In a real sense, Mrs. Manny represents the values of the Rye Old Guard. A sedate, pleasant-faced, white-haired lady, she moves with an air of polite self-assurance, never obviously condescending, everywhere in the town. The Mannys are listed in the New York Social Register, and are members of the American
Yacht Club, the New York Yacht Club, the Colony Club, and the Huguenot Society. Elizabeth Manny is also a member of the Daughters of the Cincinnati. Several years ago, she helped found a local charitable organization called the Twigs. The Twigs started as a small ladies’ sewing circle, and now has expanded to the point where there are a great many Twig groups (the idea being that each is a twig of the central branch). The Twigs toil chiefly for the United Hospital in Port Chester. One must be invited to join the Twigs. When it was pointed out not long ago that there were hardly any Jewish women in the Twigs, it was pleasantly suggested that the Jewish ladies might like to form their own little Twig, and perhaps call it something else, like Tendril or Rootlet. The suggestion did not meet with enthusiasm. Mr. and Mrs. Manny are unusual, furthermore, in that they own their own club—the Shenerock Shore Club, a private beach club on the Sound.

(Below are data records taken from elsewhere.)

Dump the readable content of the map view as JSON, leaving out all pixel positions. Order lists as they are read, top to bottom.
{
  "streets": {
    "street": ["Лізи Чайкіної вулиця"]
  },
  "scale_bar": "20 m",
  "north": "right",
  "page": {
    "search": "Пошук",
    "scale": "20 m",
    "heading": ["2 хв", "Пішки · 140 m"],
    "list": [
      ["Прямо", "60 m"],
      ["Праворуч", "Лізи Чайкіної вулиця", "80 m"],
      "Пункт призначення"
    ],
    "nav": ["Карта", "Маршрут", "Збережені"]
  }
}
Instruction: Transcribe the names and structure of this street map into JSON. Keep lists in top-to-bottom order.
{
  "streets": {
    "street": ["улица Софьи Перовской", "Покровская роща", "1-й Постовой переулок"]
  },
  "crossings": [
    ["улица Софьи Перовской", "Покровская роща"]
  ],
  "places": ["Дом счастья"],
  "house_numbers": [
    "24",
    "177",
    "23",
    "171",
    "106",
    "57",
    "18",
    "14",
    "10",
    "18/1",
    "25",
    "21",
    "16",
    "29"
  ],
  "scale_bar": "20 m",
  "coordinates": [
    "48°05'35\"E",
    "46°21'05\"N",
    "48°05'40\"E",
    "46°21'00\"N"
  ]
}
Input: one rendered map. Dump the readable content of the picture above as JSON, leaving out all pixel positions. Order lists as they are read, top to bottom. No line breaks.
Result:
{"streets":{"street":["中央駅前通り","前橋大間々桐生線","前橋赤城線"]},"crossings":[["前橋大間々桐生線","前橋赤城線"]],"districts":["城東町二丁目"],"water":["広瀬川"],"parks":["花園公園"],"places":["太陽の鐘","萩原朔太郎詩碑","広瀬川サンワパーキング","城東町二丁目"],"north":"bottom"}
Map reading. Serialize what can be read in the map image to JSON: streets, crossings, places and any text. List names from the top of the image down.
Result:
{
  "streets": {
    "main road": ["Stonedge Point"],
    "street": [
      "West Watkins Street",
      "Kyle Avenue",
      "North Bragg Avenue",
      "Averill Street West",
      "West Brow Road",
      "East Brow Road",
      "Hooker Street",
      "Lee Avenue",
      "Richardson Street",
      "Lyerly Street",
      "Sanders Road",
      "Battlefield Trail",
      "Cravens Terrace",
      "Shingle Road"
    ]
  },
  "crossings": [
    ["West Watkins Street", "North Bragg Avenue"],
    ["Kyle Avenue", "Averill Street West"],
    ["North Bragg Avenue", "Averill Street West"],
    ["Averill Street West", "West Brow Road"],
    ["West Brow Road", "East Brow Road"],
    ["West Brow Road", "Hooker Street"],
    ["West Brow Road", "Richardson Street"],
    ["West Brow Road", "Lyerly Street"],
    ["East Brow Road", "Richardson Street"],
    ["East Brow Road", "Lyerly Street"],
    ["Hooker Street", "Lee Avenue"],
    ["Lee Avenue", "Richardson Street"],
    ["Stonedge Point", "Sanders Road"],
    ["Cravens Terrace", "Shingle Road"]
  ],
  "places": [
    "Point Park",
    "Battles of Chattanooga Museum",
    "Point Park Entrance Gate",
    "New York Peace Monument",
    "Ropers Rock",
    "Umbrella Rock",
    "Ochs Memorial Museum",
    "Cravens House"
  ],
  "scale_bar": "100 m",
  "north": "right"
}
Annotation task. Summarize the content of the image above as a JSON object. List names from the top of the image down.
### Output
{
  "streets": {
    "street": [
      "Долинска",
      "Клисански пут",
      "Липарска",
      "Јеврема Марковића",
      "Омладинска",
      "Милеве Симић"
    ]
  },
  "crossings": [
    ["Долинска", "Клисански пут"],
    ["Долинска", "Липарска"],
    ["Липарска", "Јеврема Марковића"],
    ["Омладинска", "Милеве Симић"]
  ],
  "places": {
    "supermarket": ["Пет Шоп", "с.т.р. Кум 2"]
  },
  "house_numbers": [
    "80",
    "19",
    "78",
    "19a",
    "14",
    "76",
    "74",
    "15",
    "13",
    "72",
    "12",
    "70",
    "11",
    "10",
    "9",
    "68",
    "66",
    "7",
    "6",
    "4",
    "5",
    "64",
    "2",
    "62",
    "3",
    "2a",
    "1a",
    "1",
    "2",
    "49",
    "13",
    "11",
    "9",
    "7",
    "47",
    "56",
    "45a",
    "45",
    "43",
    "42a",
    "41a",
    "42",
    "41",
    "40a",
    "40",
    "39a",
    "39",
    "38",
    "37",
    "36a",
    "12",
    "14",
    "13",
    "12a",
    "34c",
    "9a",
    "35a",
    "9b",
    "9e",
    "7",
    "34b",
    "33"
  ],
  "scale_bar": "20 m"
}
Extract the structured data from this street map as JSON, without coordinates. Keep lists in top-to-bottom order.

Like many old-line Westchesterites, Mrs. Manny is distressed by the “Bronxification” of Westchester, the steady collapse of what was once rolling farm country, then became a leisured land of summer estates, and is now just another New York suburb with “a Jewish tinge,” with high-rises, shopping centers, fast-food outlets, and motels. She is proud of the fact that the stretch of the Boston Post Road which runs through Rye is, with Darien’s, one of the two remaining sections of the highway that have not become completely commercialized. And yet, at the same time, there have been incursions of industry into Rye—an Avon Products distribution center, for example. A hotel chain has built the huge new Rye Town Hilton—though “Rye Town” is technically Port Chester. (If you hear someone say he is from “the Town of Rye,” you know he is trying to make his address sound better than it is; real Rye is the City of Rye.) Mrs. Manny deplores what she calls “the eleven little houses” that went up across the street from her tennis court when a large property was broken up—“little houses” which nonetheless sell in the $70,000 to $120,000 range. But, in the next breath, she glances at the still intact estate that lies behind her house and remarks: “When that place is broken up it will be a nice little piece of change for somebody.” As is the case everywhere in America, the Old Guard is torn between a reluctance to see things change and the “nice little piece of change.”